(SUPPLIED MATERIAL)
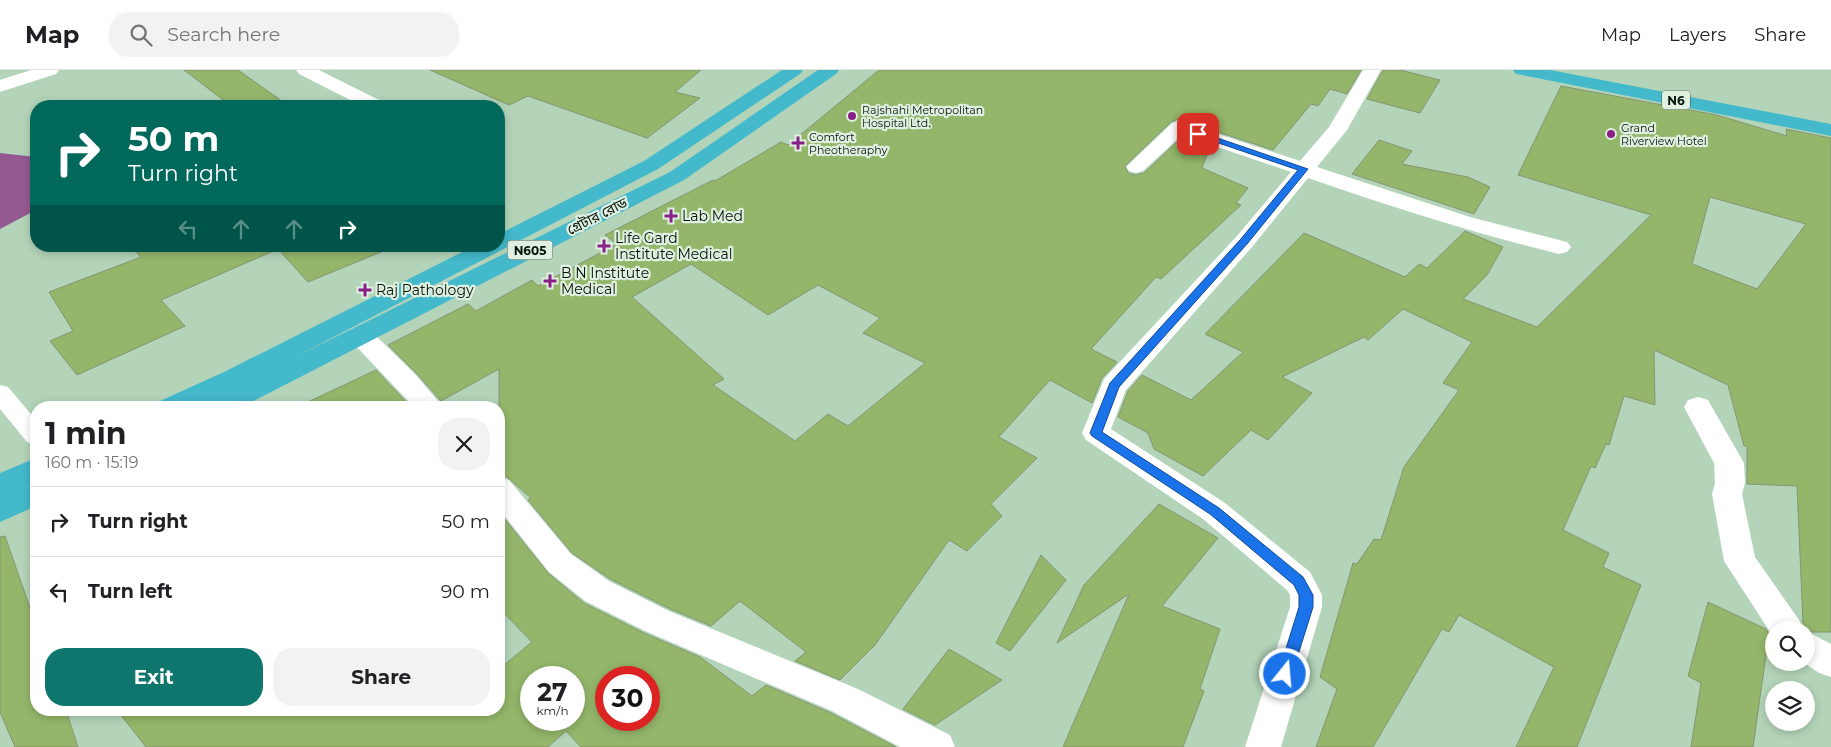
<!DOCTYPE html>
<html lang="en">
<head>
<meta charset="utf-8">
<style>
	body { margin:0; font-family:Montserrat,"Noto Sans Bengali",sans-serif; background:#f2f2f2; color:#202124; height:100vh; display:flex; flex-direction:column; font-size:19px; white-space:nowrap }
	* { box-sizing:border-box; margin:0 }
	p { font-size:16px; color:#757577 }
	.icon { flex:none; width:28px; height:28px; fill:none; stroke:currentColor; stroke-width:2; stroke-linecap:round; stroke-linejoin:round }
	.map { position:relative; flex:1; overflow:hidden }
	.side { position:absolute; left:30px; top:331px; width:475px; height:315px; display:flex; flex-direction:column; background:#fff; border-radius:20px; box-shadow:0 2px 8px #0003 }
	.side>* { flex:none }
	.guide { position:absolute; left:30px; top:30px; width:475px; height:152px; border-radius:20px; box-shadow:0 2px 8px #0003; background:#00695c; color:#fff; overflow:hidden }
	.tools { position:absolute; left:1765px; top:551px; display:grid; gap:10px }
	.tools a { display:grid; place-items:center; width:50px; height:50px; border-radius:50%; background:#fff; box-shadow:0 2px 8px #0003; font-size:25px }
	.speed { position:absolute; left:520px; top:596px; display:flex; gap:10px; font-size:25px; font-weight:700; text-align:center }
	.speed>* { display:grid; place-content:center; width:65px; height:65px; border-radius:50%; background:#fff; box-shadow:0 2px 8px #0003; line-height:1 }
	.speed small { font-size:12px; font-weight:400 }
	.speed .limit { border:8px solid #d22; background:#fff; color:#111 }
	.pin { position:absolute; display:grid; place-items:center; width:42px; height:42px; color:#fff; margin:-21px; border-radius:10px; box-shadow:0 2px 8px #0006 }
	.me { position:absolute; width:55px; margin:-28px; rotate:17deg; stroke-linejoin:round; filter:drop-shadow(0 0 4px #0008) }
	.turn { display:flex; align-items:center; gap:18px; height:105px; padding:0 15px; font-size:22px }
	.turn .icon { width:65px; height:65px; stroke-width:2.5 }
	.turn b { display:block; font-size:35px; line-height:42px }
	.lanes { display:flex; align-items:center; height:48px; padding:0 15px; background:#0003; justify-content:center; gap:25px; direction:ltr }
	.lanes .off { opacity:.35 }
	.round { display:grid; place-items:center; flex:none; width:52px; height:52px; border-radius:20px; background:#f2f2f2 }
	.headline { display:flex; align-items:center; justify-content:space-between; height:85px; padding:0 15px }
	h1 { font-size:30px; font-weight:700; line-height:38px }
	.cta { display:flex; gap:10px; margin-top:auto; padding:10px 15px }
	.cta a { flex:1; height:58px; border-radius:20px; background:#0f766e; color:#fff; font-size:20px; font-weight:700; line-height:58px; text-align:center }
	.cta a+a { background:#f2f2f2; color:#202124 }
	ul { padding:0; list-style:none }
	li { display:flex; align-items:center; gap:15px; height:70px; padding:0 15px; border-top:1px solid #e0e0e0 }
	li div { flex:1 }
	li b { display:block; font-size:19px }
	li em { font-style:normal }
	header { display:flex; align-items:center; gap:30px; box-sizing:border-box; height:70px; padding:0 25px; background:#fff; border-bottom:1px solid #e0e0e0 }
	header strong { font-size:24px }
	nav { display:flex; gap:28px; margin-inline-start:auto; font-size:18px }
	.search { width:350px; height:45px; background:#f2f2f2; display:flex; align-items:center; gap:12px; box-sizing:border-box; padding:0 18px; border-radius:20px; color:#757577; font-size:19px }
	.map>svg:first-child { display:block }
	.water { fill:#955991 }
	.building { fill:#93b66a; stroke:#849573; fill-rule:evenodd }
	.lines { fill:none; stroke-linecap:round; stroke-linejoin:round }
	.lane { fill:#fff; fill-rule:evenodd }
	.street { fill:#fff; fill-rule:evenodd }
	.highway { fill:#43b9cb; fill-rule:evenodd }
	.route { fill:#1a73e8; stroke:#114b97 }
	.poi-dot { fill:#892086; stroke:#dff0e1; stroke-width:2 }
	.labels { text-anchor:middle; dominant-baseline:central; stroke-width:4.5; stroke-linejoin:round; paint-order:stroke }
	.far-poi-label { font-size:11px; fill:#061108; stroke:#dff0e1; text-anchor:start }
	.shield { fill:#dff0e1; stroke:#475449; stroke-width:1 }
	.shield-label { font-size:12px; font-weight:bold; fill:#061108 }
	.street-label { font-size:14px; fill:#061108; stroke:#dff0e1 }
	.poi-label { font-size:14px; fill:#061108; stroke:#dff0e1; text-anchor:start }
</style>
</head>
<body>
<header>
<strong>Map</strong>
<div class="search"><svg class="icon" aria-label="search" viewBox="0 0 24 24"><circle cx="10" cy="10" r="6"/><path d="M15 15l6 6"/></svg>Search here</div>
<nav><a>Map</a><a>Layers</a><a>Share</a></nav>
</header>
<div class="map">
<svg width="1831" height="677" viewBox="0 0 1831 677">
	<rect width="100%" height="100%" fill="#b3d4b8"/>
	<polygon class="water" points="0,83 36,87 36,140 0,159"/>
	<g class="building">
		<polygon points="184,0 238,0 289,36 231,36"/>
		<polygon points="430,0 701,0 675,22 700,28 647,68 528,26 509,35"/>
		<path d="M879 0H1361L1347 24 1330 19 1318 36 1311 34 1273 80 1178 49 1171 52 1125 96 1128 103 1135 105 1144 103 1182 67 1210 77 1202 98 1248 118 1236 133 1241 135 1161 209 1156 207 1091 279 1117 292 1102 308 1092 333 1050 310 999 367 1037 388 991 434 1002 446 967 481 949 470 875 575 840 610 795 591 806 582 740 531 711 556 670 539 610 509 572 483 528 430 531 428 499 400V299L441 331 416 303 388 275 468 234 476 241 532 210 538 216 617 174 605 165 713 110 715 111 781 72 788 75ZM691 194 768 245 818 215 880 248 863 263 925 293 848 356 828 344 795 371 713 315 724 309 632 227Z"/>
		<polygon points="1383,0 1400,0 1440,10 1420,43 1367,29"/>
		<path d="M1561 16 1717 45 1787 66 1786 59 1831 68V562H1812L1806 559 1803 553 1797 416 1747 414V376H1744L1728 315 1654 280 1655 335 1624 326 1609 375 1606 374 1595 398 1591 396 1563 460 1609 483 1603 497 1641 515 1577 677H1516L1554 597 1459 545 1449 562 1442 559 1373 677H1316L1337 619 1320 607 1353 493 1357 494 1374 469 1381 470 1404 397 1459 320 1443 313 1472 272 1403 239 1368 270 1364 267 1282 307 1312 323 1268 370 1251 360 1203 406 1154 379 1148 363 1118 347 1128 321 1142 305 1191 330 1243 282 1205 264 1304 163 1405 207 1419 194 1427 198 1465 161 1503 177 1487 205 1463 229 1537 257 1651 145 1518 105ZM1710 127 1806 154 1757 219 1692 194Z"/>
		<polygon points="1379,70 1412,81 1402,94 1468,107 1490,117 1474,144 1352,104"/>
		<polygon points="131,176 393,176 393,177 308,212 278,179 161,230 185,256 77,305 50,271 73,261 49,222 141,187"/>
		<polygon points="376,300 412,338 295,338"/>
		<polygon points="1159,434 1218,468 1162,536 1220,559 1200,619 1204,621 1183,677 1063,677 1129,524 1057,573 1084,515"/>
		<path d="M503 447 548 503 584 533 644 563 700 587 752 626 766 615 831 643 896 677H581L566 661 548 677H146L117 640H499V599L532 572 499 538V450ZM531 608H574V650H531ZM606 608H649V650H606Z"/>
		<polygon points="5,466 36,555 36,640 66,640 78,677 15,677 0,642 0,467"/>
		<polygon points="1041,485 1066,510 1010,581 996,573"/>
		<polygon points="1708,532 1766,559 1769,564 1753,677 1691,677 1701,613 1688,606"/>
		<polygon points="949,579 1002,610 935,655 903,639"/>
	</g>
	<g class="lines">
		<polygon class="lane" points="0,315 8,317 36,350 36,375 27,372 0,339"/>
		<g class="street">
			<polygon points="31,0 59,0 56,4 0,22 0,10"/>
			<polygon points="296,0 319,0 383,32 386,36 362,36 299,4"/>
			<path d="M1363 0H1381L1347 60 1317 97 1470 147 1567 172 1571 177 1567 182 1559 184C1474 163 1391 137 1308 108L1252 177 1126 320 1111 359 1225 433 1310 502 1322 525V537L1281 677H1245L1290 537V525L1287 520 1203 449 1086 370 1082 363 1104 309 1236 167 1291 102 1182 65 1143 101 1136 103 1129 101 1126 97 1172 53 1179 51 1300 91 1329 57Z"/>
			<polygon points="360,257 369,259 415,304 444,338 415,338 351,271 347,265 351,259"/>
			<polygon points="1698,327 1708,330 1744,393 1745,413 1742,424 1755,487 1799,550 1804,560 1774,560 1774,568 1724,491 1712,424 1715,413 1714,393 1684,337 1688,330"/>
			<polygon points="499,407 509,410 571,484 609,511 669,541 858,619 950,665 955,677 900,677 832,641 645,561 585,531 549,502 499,439"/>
			<polygon points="1806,561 1831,574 1831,607 1819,603 1803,592 1806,592"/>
		</g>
		<g class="highway">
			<polygon points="782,0 803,0 800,4 658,99 297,286 670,102 818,0 839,0 836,4 684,110 240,338 203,338 206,332 195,338 157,338 160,331 224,302 474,176 499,176 499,164 644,91"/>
			<polygon points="1513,0 1550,0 1831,54 1831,66 1522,5 1516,4"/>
			<polygon points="36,388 36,436 0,452 0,403"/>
		</g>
	</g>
	<polygon class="route" points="1195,62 1200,62 1308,99 1247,174 1119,317 1102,362 1219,438 1303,507 1313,525 1313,537 1292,604 1290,609 1285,611 1280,609 1278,604 1299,537 1299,525 1294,515 1210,444 1092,366 1090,363 1110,313 1240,170 1298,100 1195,65"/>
	<g class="poi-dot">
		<circle cx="852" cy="46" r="5"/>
		<circle cx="1611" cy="64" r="5"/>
		<path d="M795.5 65.5h5v5h5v5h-5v5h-5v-5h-5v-5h5z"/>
		<path d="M668.5 138.5h5v5h5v5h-5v5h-5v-5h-5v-5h5z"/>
		<path d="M601.5 168.5h5v5h5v5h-5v5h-5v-5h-5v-5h5z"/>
		<path d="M547.5 203.5h5v5h5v5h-5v5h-5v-5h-5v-5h5z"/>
		<path d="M362.5 212.5h5v5h5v5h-5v5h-5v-5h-5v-5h5z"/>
	</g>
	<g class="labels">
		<g class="far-poi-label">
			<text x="862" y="40">Rajshahi Metropolitan<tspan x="862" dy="13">Hospital Ltd.</tspan></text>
			<text x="1621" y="58">Grand<tspan x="1621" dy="13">Riverview Hotel</tspan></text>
			<text x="809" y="67">Comfort<tspan x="809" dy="13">Pheotheraphy</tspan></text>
		</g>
		<g class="shield">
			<rect x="1662" y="20.5" width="28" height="19" rx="4"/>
			<rect x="507.5" y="170.5" width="45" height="19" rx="4"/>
		</g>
		<g class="shield-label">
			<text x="1676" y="30">N6</text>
			<text x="530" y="180">N605</text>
		</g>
		<g class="street-label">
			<text transform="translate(597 146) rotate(-27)">গ্রেটার রোড</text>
		</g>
		<g class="poi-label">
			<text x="682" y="146">Lab Med</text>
			<text x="615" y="168">Life Gard<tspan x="615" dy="16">Institute Medical</tspan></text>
			<text x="561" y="203">B N Institute<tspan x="561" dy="16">Medical</tspan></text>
			<text x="376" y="220">Raj Pathology</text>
		</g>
	</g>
</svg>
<div class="tools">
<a><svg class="icon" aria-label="search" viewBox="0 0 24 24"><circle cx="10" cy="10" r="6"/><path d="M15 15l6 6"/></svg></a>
<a><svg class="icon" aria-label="layers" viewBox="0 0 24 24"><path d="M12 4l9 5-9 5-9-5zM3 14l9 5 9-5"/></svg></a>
</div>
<div class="speed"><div>27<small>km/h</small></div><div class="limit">30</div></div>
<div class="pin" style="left:1198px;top:64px;background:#d93025"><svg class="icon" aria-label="arrive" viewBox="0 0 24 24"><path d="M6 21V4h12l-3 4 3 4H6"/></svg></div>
<svg class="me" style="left:1285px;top:604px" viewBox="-20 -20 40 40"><circle r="17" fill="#1a73e8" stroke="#fff" stroke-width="3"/><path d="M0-11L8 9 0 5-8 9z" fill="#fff"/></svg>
<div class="guide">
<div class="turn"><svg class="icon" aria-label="right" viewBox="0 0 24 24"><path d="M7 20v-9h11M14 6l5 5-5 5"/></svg><div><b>50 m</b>Turn right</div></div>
<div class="lanes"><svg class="icon off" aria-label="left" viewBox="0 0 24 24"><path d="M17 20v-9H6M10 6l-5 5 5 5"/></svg><svg class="icon off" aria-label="ahead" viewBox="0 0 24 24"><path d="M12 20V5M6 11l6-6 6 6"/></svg><svg class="icon off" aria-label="ahead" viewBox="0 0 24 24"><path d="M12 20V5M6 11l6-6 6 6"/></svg><svg class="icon" aria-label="right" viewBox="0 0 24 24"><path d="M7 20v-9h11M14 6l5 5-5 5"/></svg></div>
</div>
<section class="side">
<div class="headline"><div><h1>1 min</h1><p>160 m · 15:19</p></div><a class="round"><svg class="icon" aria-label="close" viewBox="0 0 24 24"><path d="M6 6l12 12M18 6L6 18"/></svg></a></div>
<ul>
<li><svg class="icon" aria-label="right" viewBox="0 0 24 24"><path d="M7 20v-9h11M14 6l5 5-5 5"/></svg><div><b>Turn right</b></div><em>50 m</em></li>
<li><svg class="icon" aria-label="left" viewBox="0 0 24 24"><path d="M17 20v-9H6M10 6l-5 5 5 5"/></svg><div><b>Turn left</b></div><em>90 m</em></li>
</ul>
<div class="cta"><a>Exit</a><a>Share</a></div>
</section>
</div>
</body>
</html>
(End SUPPLIED MATERIAL)
*EXERCISE*:
Repeat, with no pictures, every line from the top of the entries above through the line that has "position:absolute; width:55px; margin:-28px;", keeping each one exact.

*TASK ANSWER*:
<!DOCTYPE html>
<html lang="en">
<head>
<meta charset="utf-8">
<style>
	body { margin:0; font-family:Montserrat,"Noto Sans Bengali",sans-serif; background:#f2f2f2; color:#202124; height:100vh; display:flex; flex-direction:column; font-size:19px; white-space:nowrap }
	* { box-sizing:border-box; margin:0 }
	p { font-size:16px; color:#757577 }
	.icon { flex:none; width:28px; height:28px; fill:none; stroke:currentColor; stroke-width:2; stroke-linecap:round; stroke-linejoin:round }
	.map { position:relative; flex:1; overflow:hidden }
	.side { position:absolute; left:30px; top:331px; width:475px; height:315px; display:flex; flex-direction:column; background:#fff; border-radius:20px; box-shadow:0 2px 8px #0003 }
	.side>* { flex:none }
	.guide { position:absolute; left:30px; top:30px; width:475px; height:152px; border-radius:20px; box-shadow:0 2px 8px #0003; background:#00695c; color:#fff; overflow:hidden }
	.tools { position:absolute; left:1765px; top:551px; display:grid; gap:10px }
	.tools a { display:grid; place-items:center; width:50px; height:50px; border-radius:50%; background:#fff; box-shadow:0 2px 8px #0003; font-size:25px }
	.speed { position:absolute; left:520px; top:596px; display:flex; gap:10px; font-size:25px; font-weight:700; text-align:center }
	.speed>* { display:grid; place-content:center; width:65px; height:65px; border-radius:50%; background:#fff; box-shadow:0 2px 8px #0003; line-height:1 }
	.speed small { font-size:12px; font-weight:400 }
	.speed .limit { border:8px solid #d22; background:#fff; color:#111 }
	.pin { position:absolute; display:grid; place-items:center; width:42px; height:42px; color:#fff; margin:-21px; border-radius:10px; box-shadow:0 2px 8px #0006 }
	.me { position:absolute; width:55px; margin:-28px; rotate:17deg; stroke-linejoin:round; filter:drop-shadow(0 0 4px #0008) }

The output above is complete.